← Blog · Written by the JSONNeat maintainer · Published

JSON Schema Tutorial: Validate JSON Like a Pro (2026 Guide)

Syntax checking vs structural checking

JSON validation answers a single question: is this document parseable JSON? That's necessary but rarely enough. A document can be syntactically perfect — every brace closed, every quote matched — and still be wrong for your application. The required email field might be missing. The age might be a string when your code expects a number. An unknown top-level key might indicate a stale client.

JSON Schema fills that gap. It's a standardised vocabulary for describing the *structure* of valid JSON: required fields, allowed types, value ranges, string patterns, array constraints, conditional dependencies.
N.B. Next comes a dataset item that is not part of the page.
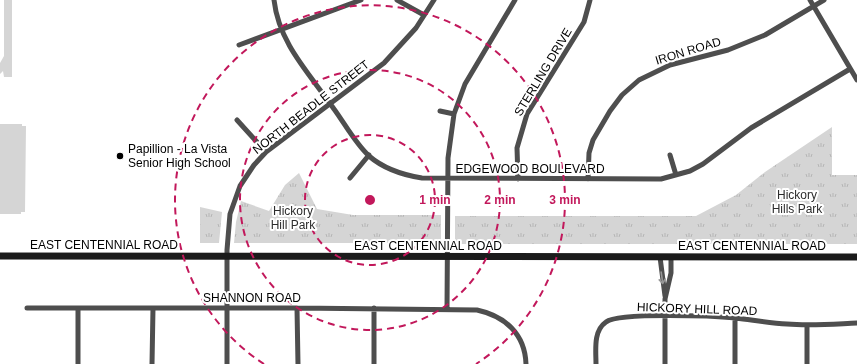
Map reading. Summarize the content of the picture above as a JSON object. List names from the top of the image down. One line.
{"streets":{"street":["IRON ROAD","STERLING DRIVE","NORTH BEADLE STREET","EDGEWOOD BOULEVARD","EAST CENTENNIAL ROAD","SHANNON ROAD","HICKORY HILL ROAD"]},"crossings":[["IRON ROAD","EDGEWOOD BOULEVARD"],["STERLING DRIVE","EDGEWOOD BOULEVARD"],["NORTH BEADLE STREET","EDGEWOOD BOULEVARD"],["NORTH BEADLE STREET","EAST CENTENNIAL ROAD"],["NORTH BEADLE STREET","SHANNON ROAD"]],"parks":["Hickory Hills Park","Hickory Hill Park"],"places":["Papillion - La Vista Senior High School"],"rings":["1 min","2 min","3 min"]}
Once you have a schema, a validator can tell you not just "this parses" but "this has the right shape" — with a useful error message when it doesn't.

Think of it as a contract between systems. The schema is the rulebook; your JSON is the document being checked against it. Cross every boundary with a validation step and you eliminate an entire class of bugs.

A minimal example

Here's a schema describing a simple user record:

{
  "$schema": "https://json-schema.org/draft/2020-12/schema",
  "title": "User",
  "type": "object",
  "properties": {
    "name":  { "type": "string", "minLength": 1 },
    "age":   { "type": "integer", "minimum": 0 },
    "email": { "type": "string", "format": "email" }
  },
  "required": ["name", "email"]
}

In plain English: every document is an object with three fields. name must be a non-empty string, age must be a non-negative integer (and is optional), and email must be a string formatted as an email address. Both name and email are required.

Now valid documents:

{ "name": "Ada", "email": "[email protected]" }
{ "name": "Ada", "email": "[email protected]", "age": 200 }

Now invalid documents:

{ "name": "Ada" }                          // missing email
{ "name": "", "email": "[email protected]" } // empty name
{ "name": "Ada", "email": "not-an-email" } // bad email format
{ "name": "Ada", "email": "x@y", "age": -1 } // negative age

The schema catches all four.

The core keywords you'll use every day

There are dozens of keywords in JSON Schema, but ten cover most real-world use:

  • type — the basic data type: string, number, integer, boolean, array, object, null. Can also be an array of types for "one of these": ["string", "null"].
  • required — an array of property names that must be present.
  • properties — an object whose keys are field names and whose values are sub-schemas for those fields.
  • additionalProperties — set to false to reject unknown keys, true (default) to allow them, or a schema to constrain unknown keys' values.
  • enum — restrict a value to one of a fixed list: { "enum": ["draft", "published", "archived"] }.
  • const — like enum with one element: { "const": "v1" }.
  • pattern — regex that strings must match. JavaScript regex syntax, not Python or PCRE.
  • minLength / maxLength / minimum / maximum / minItems / maxItems — value range constraints.
  • items — schema for elements of an array.
  • $ref — reference another schema, allowing reuse.

Arrays

{
  "type": "array",
  "items": { "type": "string" },
  "minItems": 1,
  "maxItems": 10,
  "uniqueItems": true
}

Validates an array of 1-10 unique strings.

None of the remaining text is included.